2

I have two custom pallets pallet1 and pallet2. In pallet1 I have a bunch of calls with assigned weights declared under pallet call macro like this

#[pallet::call]
impl<T: Config> Pallet<T> {
  dispatchables
}

In pallet1 I also have a bunch of public helper functions outside of call macro, they are at the bottom of my pallets code

impl<T: Config> Pallet<T> {
  pub fn do_things(args) -> DispatchResult {}
}

Now pallet2 can call these helper functions from pallet1 through coupling mechanism

pallet1::Pallet::<T>::do_things(args)

Is there a way to call these functions externally/directly by submitting some extrinsic or other means like state_call rpc or something or the only way to invoke them outside pallet1 is hardcoding calls to these functions in other custom pallets

5
  • Did you mean using pallet-a to call pallet-b's calls?
    – aurexav
    Commented Feb 22, 2023 at 6:10
  • You mention pallet-1 twice. Please correct that.
    – b0zero
    Commented Feb 22, 2023 at 6:46
  • I mean if I expose do_things() for other pallets to use, does it make do_things() callable(dispatchable) anyhow?

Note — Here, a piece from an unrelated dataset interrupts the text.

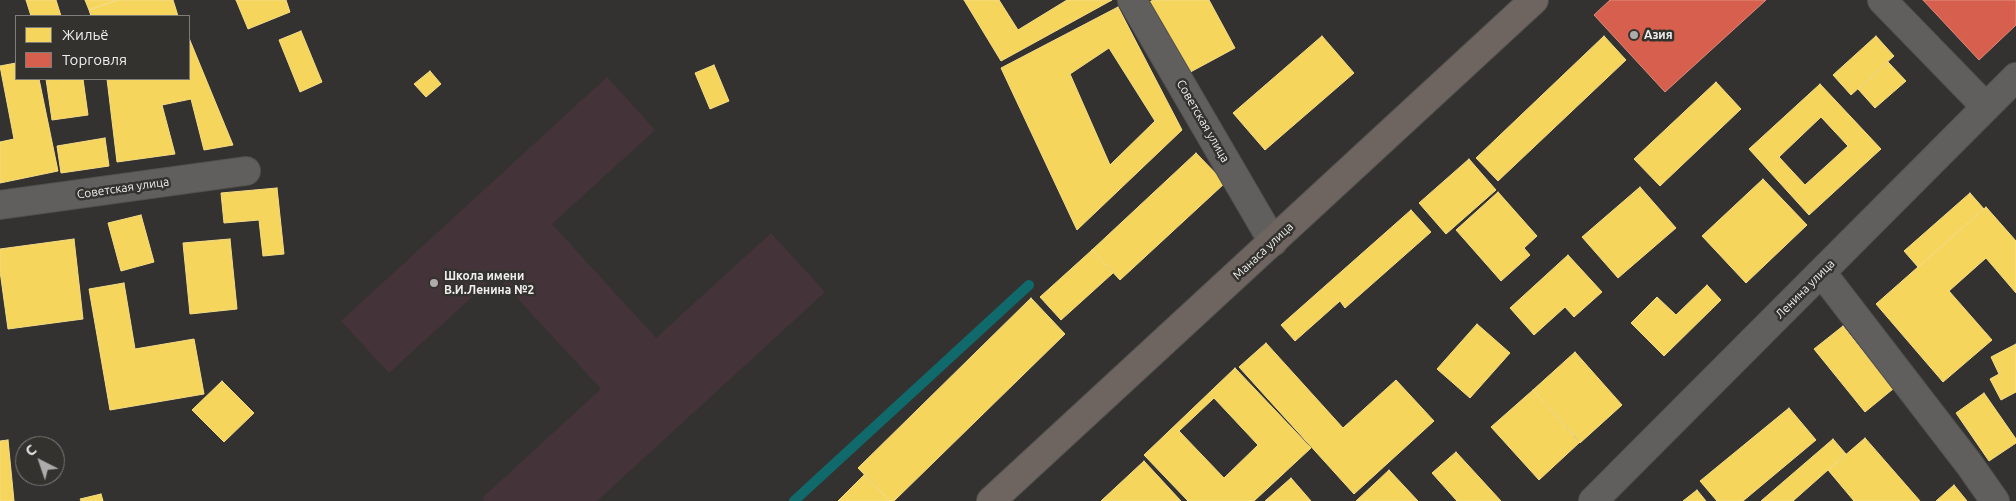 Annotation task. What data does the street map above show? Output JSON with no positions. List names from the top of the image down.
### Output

I can hardcode a call pallet1::Pallet::<T>::do_things(args) inside new palletX when I'm writing it. Are there other ways to dispatch do_things()?
    – Derek Shaw
    Commented Feb 22, 2023 at 22:01
  • Not sure I understand propertly what are you trying to do, if you want to make do_things callable externaly why don't turn into an extrinsic?
    – Alex Bean
    Commented Feb 27, 2023 at 11:51
  • @AlexBean Just started learning substrate. One of the tutorials says "using internal functions you don't need to do any kind of authorization for the operations performed because the internal functions are only accessible to you as the runtime developer." However this tutorial deals with one pallet only and does not consider coupling. Tryna understand if I need access control in do_things(). I found another question that contradicts tutorial info but cant comment on it because of low rep here stackoverflow.com/q/70974061/21294431
    – Derek Shaw
    Commented Feb 27, 2023 at 15:47

2 Answers 2

1

To answer the question of "Do I need to worry about access control for do_things if other pallets can call it?", the answer is no, you don't need to worry. Even though it is accessible from other pallets, only the one deploying an appchain or parachain can choose which pallets exist and what they do. As long as you make sure that there are appropriate access control checks whenever an extrinsic causes pallet2 to call pallet1::do_things, you'll be fine.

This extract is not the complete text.